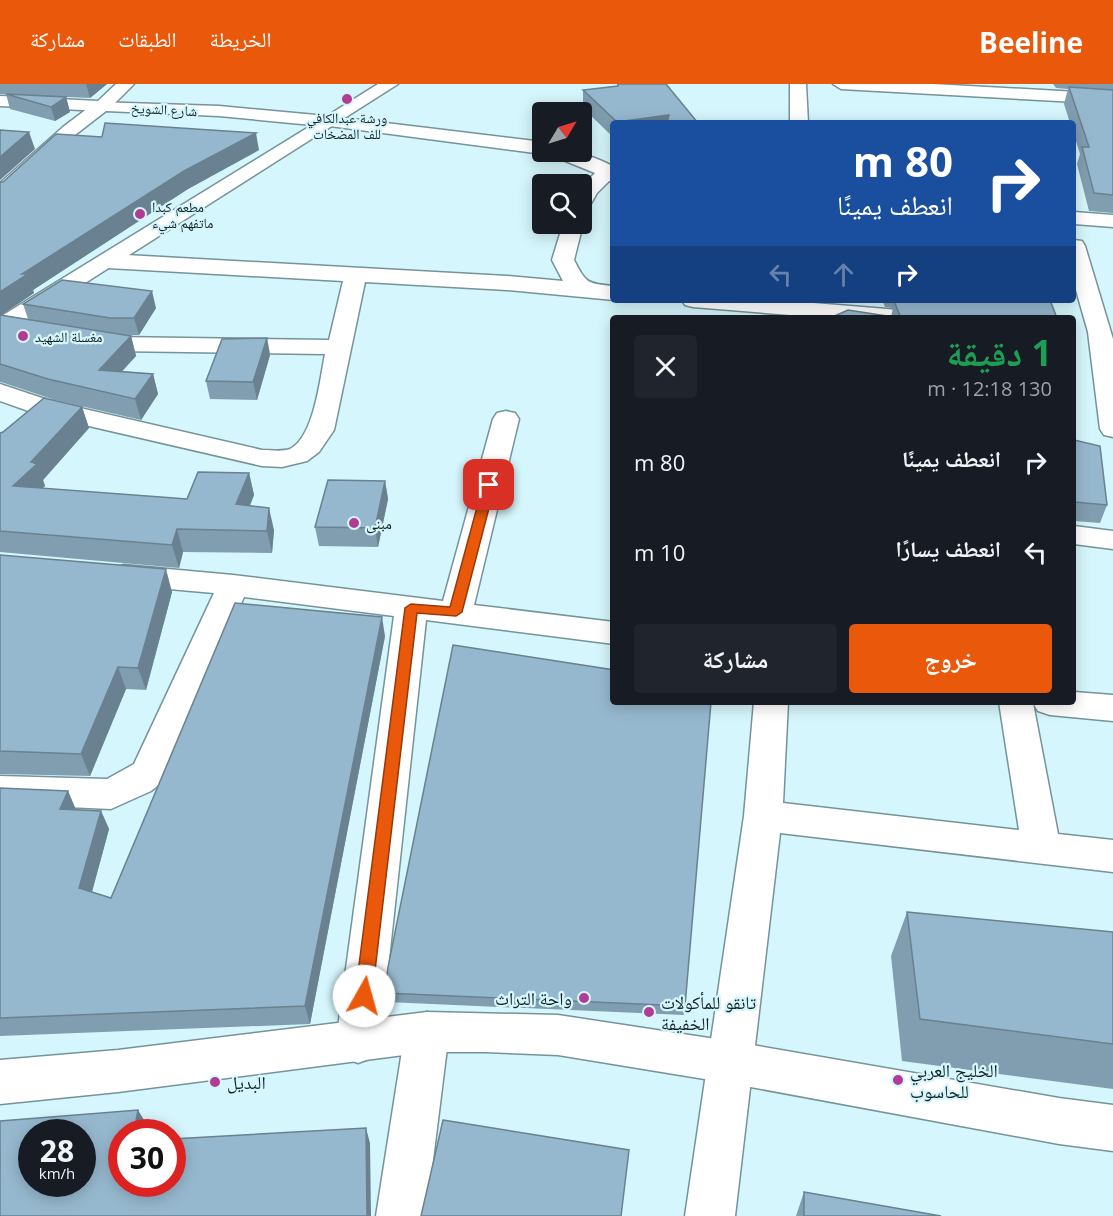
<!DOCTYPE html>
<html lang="ar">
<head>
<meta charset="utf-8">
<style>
  :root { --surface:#171b24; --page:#20242c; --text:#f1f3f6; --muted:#9ea1a6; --accent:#ea580c }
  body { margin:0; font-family:"Open Sans","Noto Naskh Arabic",sans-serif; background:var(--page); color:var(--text); direction:rtl; height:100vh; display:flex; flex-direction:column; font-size:22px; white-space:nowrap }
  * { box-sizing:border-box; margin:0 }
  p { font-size:20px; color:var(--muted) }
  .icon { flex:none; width:33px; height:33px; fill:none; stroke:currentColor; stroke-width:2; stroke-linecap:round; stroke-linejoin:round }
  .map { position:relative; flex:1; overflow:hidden; direction:ltr }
  .side { position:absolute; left:610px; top:231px; width:466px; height:390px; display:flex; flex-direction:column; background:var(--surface); border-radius:6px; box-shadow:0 3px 15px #0003; direction:rtl }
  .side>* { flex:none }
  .top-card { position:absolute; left:610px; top:36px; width:466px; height:183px; border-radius:6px; box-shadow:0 3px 15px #0003; direction:rtl; background:#1a4fa0; color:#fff; overflow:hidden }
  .needle { width:39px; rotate:52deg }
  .tools { position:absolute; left:532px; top:18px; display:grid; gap:12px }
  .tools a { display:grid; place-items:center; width:60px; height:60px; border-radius:6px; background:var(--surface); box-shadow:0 3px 15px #0003; font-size:30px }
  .speed { position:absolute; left:18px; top:1035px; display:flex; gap:12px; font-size:30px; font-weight:700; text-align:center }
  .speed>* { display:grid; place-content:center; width:78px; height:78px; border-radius:50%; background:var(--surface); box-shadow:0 3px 15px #0003; line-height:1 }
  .speed small { font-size:15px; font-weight:400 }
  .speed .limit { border:9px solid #d22; background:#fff; color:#111 }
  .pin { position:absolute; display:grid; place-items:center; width:51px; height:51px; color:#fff; margin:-26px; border-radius:12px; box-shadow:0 3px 9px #0006 }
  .me { position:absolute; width:66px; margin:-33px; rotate:7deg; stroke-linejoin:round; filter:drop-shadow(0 0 4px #0008) }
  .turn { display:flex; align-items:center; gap:21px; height:126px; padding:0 24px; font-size:27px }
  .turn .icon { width:78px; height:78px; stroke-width:2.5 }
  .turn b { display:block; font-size:42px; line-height:51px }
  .lanes { display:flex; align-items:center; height:57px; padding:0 24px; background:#0003; justify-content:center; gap:30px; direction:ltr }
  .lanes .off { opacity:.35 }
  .round { display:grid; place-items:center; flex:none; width:63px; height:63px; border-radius:6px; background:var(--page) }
  .summary { display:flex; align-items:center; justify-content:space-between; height:102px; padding:0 24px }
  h1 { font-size:36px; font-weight:700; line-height:45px; color:#1e9e55 }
  .primary-button { display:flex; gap:12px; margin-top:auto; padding:12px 24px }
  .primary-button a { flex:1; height:69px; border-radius:6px; background:var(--accent); color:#fff; font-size:24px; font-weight:700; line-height:69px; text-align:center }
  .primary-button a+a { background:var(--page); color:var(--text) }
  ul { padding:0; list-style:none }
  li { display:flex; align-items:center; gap:18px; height:90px; padding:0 24px }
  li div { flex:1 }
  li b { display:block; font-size:22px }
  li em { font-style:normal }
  header { display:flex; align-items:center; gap:36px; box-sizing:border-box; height:84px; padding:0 30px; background:var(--accent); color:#fff }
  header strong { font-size:28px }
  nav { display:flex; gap:33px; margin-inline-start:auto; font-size:21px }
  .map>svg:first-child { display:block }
</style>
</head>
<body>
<header>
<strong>Beeline</strong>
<nav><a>الخريطة</a><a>الطبقات</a><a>مشاركة</a></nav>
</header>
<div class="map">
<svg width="1113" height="1132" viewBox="0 0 1113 1132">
  <rect width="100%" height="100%" fill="#d5f6fc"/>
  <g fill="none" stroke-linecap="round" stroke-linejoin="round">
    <defs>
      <g id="minor">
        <path d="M116,0H134L108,26L102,27L0,22V12L98,17Z"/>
        <path d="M790,0H806L808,39H790Z"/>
        <path d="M833,0H933L1113,10V20L841,5Z"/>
        <path d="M328,32L543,58V68H550L543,70L322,41L319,37L322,33Z"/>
        <path d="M551,68C573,66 594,72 614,83V98L609,97L597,109L589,123L582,125V102L595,89L553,72Z"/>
        <path d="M1074,128L1113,131V143L1074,140Z"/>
        <path d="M582,138L583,140L574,176C586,199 587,200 614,202V216L507,206L365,198L334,346L319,368L307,377L282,383L262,382L37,330L0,317V300L54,318L262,366C271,366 282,368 290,365C314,353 320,295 325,270L115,267L82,260L78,255L82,250L90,248L115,253L329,256L343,197L108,184L100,182L97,177L100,172L108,170L507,192L563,197L552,176L563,140Z"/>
        <path d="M1074,156L1082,157L1085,162L1113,255V353L1104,351L1100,345L1088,248L1074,199Z"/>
        <path d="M682,216H777L911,227L919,229L923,234H827L693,223L685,221Z"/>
        <path d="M506,327L515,329L519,335L474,521L614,538V560L426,536L380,958L374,973L358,979L342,973L336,958L394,532L244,513L166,689L161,699L151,707L111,725L0,720V692L107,695L134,680L214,509L124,501L113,498L109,491L113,484L124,481L233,491L443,517L493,335L497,329Z"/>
        <path d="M1074,442L1113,447V465L1074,460Z"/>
        <path d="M1074,608L1113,611V637L1050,631L1038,627L1033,619L1058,750L1113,756V788L780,749L735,1132H685L744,732L754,618H788L783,719L1019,746L999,618H1074Z"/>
        <path d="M427,928L443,934L449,948L426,1132H376L405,948L411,934Z"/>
      </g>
      <path id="secondary" d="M378,0H398L8,248L0,250V233L312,41L219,32L106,27L75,51L7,114L0,116V99L63,43L96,18L219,22L327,32Z"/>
      <path id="primary" d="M427,928L558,931L729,957L1059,1014L1113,1021V1067L1059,1060L729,999L558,971L485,968H427L118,1008L0,1020V976L118,966Z"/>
    </defs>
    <use href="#minor" stroke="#759399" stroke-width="3"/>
    <use href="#secondary" stroke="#759399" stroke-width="3"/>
    <use href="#primary" stroke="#759399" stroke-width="3"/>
    <use href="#minor" fill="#fff" fill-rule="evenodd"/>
    <use href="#secondary" fill="#fff" fill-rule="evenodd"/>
    <use href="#primary" fill="#fff" fill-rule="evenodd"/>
  </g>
  <g fill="#819eb1">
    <path d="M0,0H107L90,14L0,10Z"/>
    <path d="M617,0H666L698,39H614V54L583,24V6L617,2Z"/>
    <path d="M1053,0H1113V129L1089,127L1077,80L1080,70L1074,51V39H1070L1064,20L1068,5L1056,4Z"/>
    <path d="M6,10L66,13L70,28L55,37L10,25Z"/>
    <path d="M259,66L188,105L33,206L34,209L1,231L28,235L23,220L156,224L139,251H122L131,252L136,272L122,287L153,290L158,310L141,336L55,316L1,298H0V99Z"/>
    <path d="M882,216H1050L1057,234H830L891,233L893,224L885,223Z"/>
    <path d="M267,254L270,271L257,316L210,315L206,297Z"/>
    <path d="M82,323L89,344L43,396L45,402L42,404L187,415L249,389L254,411L250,422L274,446L272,469L183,468L179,484L0,468V349Z"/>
    <path d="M1074,356L1107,421L1100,439L1074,437Z"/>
    <path d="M385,397L388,415L378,463L319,462L315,443Z"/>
    <path d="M0,471L172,508L146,606L126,605L90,692L0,690Z"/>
    <path d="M385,552L310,940L0,952V704L68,707L76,726L101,727L109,745L92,808L111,814Z"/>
    <path d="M907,828L1113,848V1005L902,977L891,872Z"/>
    <path d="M385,909L685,922L684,931L387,918Z"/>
    <path d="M804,1108L941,1132H796Z"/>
  </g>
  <g fill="#698190">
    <path d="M86,0H107L90,14Z"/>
    <path d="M66,13L70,28L55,37L51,23Z"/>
    <path d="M669,31L668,39H617V38Z"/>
    <path d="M29,48L35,65L0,96V73Z"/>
    <path d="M256,49L259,66L188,105L33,206L34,209L0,232V208L22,190L184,87Z"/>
    <path d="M152,207L156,224L139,251L134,234Z"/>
    <path d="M131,252L136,272L105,306L99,286Z"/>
    <path d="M267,254L270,271L257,316L253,298Z"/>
    <path d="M153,290L158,310L141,336L135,315Z"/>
    <path d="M82,323L89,344L43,396L45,402L22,424L13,402L31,378Z"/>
    <path d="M249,389L254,411L241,442L236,420Z"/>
    <path d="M385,397L388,415L378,463L375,444Z"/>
    <path d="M269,424L274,446L272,469L267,447Z"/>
    <path d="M177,445L183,468L179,484L172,461Z"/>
    <path d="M166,485L172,508L146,606L138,584Z"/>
    <path d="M382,533L385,552L310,940L305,922Z"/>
    <path d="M118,583L126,605L90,692L81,670Z"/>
    <path d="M68,707L76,726L60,725Z"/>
    <path d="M101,727L109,745L88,822L79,804Z"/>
    <path d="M138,1026L147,1041L145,1048H134Z"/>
    <path d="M366,1044L370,1059L371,1132H367Z"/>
  </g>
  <g fill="#96b8ce" stroke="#698190" stroke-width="1.5" fill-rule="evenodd">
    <path d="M618,0H666L698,39H667L669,31L617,38L583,6L618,2Z"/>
    <path d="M1069,3L1113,6V111L1094,109L1082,63H1089Z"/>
    <path d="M6,10L66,13L51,23Z"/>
    <path d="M105,39L256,49L184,87L22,190H28L0,208V98H3L56,50L102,53Z"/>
    <path d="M0,46L29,48L0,73Z"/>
    <path d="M62,196L152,207L134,234H110L23,220Z"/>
    <path d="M928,216H1050L1057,234H901L894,217Z"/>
    <path d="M848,226L900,234H830Z"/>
    <path d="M0,231L131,252L99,286L153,290L135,315L48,295L0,280Z"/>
    <path d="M267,254L253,298L206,297L222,255Z"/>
    <path d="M44,314L82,323L31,378L37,380L13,402L187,415L198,388L249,389L236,420L269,424L267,447L177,445L172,461L0,447V349L3,348Z"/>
    <path d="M1074,356L1100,362L1107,421L1074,418Z"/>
    <path d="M328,396L385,397L375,444L315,443Z"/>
    <path d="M0,471L166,485L138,584L118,583L81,670L0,667Z"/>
    <path d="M235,519L382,533L305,922L0,934V704L68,707L60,725L101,727L79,804L111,814Z"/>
    <path d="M453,561L614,586V618H711L685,922L385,909L388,883Z"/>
    <path d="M907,828L1113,848V960L920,935Z"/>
    <path d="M138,1026L134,1048H122V1100H172V1055L366,1044L367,1132H0V1037ZM32,1048H82V1100H32Z"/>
    <path d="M443,1036L629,1066L621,1132H421Z"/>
    <path d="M804,1108L941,1132H804Z"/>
  </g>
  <path fill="#ea580c" stroke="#983908" stroke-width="1.5" d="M489,397L495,401L462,528L456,532L417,529L372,912L370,918L364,920L357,918L355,912L405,524L411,520L450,523L483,401Z"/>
  <g fill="#b23c94" stroke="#d5f6fc" stroke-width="2">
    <circle cx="347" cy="15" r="6"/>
    <circle cx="140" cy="130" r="6"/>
    <circle cx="23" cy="252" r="6"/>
    <circle cx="354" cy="439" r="6"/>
    <circle cx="584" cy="914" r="6"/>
    <circle cx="649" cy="928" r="6"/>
    <circle cx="898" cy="996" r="6"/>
    <circle cx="215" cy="998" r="6"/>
  </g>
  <g text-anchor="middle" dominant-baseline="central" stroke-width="4.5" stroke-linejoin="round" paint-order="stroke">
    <g font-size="14" fill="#142022" stroke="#d5f6fc">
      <text transform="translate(164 25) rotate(3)">شارع الشويخ</text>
    </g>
    <g font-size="14" fill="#142022" stroke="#d5f6fc" text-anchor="start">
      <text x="347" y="33" text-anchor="middle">ورشة عبدالكافي<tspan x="347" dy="16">للف المضخات</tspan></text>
      <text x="152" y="122">مطعم كبدا<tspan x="152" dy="16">ماتفهم شيء</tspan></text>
      <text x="35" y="252">مغسلة الشهيد</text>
    </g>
    <g font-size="15" fill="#142022" stroke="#d5f6fc" text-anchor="start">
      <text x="366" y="439">مبنى</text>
    </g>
    <g font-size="18" fill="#142022" stroke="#d5f6fc" text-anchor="start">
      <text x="572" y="914" text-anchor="end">واحة التراث</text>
      <text x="661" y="918">تانقو للمأكولات<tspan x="661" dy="21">الخفيفة</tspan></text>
      <text x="910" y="986">الخليج العربي<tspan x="910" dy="21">للحاسوب</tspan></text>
      <text x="227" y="998">البديل</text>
    </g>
  </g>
</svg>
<div class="tools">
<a><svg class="needle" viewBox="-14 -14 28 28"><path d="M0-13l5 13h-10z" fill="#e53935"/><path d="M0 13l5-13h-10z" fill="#9ea1a6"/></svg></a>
<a><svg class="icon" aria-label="search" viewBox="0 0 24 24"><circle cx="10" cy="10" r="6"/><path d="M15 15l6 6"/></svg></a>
</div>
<div class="speed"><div>28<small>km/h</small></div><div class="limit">30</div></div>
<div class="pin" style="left:489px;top:401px;background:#d93025"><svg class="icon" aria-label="arrive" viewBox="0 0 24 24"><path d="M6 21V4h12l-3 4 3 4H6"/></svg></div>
<svg class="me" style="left:364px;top:912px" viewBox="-20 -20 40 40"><circle r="19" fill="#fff"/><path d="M0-13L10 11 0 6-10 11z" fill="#ea580c"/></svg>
<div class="top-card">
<div class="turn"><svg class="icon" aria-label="right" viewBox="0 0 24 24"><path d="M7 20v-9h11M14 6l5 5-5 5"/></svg><div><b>80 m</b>انعطف يمينًا</div></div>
<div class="lanes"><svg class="icon off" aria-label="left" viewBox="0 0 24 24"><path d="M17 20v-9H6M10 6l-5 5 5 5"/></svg><svg class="icon off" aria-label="ahead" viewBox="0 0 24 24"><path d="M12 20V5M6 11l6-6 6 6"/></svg><svg class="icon" aria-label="right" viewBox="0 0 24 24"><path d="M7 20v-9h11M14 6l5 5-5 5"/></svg></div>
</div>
<section class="side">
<div class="summary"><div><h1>1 دقيقة</h1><p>130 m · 12:18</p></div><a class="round"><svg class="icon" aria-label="close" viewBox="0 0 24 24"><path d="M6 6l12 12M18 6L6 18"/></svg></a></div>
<ul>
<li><svg class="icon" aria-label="right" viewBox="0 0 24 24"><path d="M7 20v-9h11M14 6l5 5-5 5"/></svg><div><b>انعطف يمينًا</b></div><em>80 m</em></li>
<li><svg class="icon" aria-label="left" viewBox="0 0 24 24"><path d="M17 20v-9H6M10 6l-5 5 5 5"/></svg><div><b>انعطف يسارًا</b></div><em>10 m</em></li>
</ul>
<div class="primary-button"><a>خروج</a><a>مشاركة</a></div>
</section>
</div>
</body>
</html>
__________________________________________________
Exercise => Transcribe the opening line of the listing above, please, and every line after it through the line with "position:absolute; left:532px; top:18px;", word for word, without pictures.

Response to the exercise =>
<!DOCTYPE html>
<html lang="ar">
<head>
<meta charset="utf-8">
<style>
  :root { --surface:#171b24; --page:#20242c; --text:#f1f3f6; --muted:#9ea1a6; --accent:#ea580c }
  body { margin:0; font-family:"Open Sans","Noto Naskh Arabic",sans-serif; background:var(--page); color:var(--text); direction:rtl; height:100vh; display:flex; flex-direction:column; font-size:22px; white-space:nowrap }
  * { box-sizing:border-box; margin:0 }
  p { font-size:20px; color:var(--muted) }
  .icon { flex:none; width:33px; height:33px; fill:none; stroke:currentColor; stroke-width:2; stroke-linecap:round; stroke-linejoin:round }
  .map { position:relative; flex:1; overflow:hidden; direction:ltr }
  .side { position:absolute; left:610px; top:231px; width:466px; height:390px; display:flex; flex-direction:column; background:var(--surface); border-radius:6px; box-shadow:0 3px 15px #0003; direction:rtl }
  .side>* { flex:none }
  .top-card { position:absolute; left:610px; top:36px; width:466px; height:183px; border-radius:6px; box-shadow:0 3px 15px #0003; direction:rtl; background:#1a4fa0; color:#fff; overflow:hidden }
  .needle { width:39px; rotate:52deg }
  .tools { position:absolute; left:532px; top:18px; display:grid; gap:12px }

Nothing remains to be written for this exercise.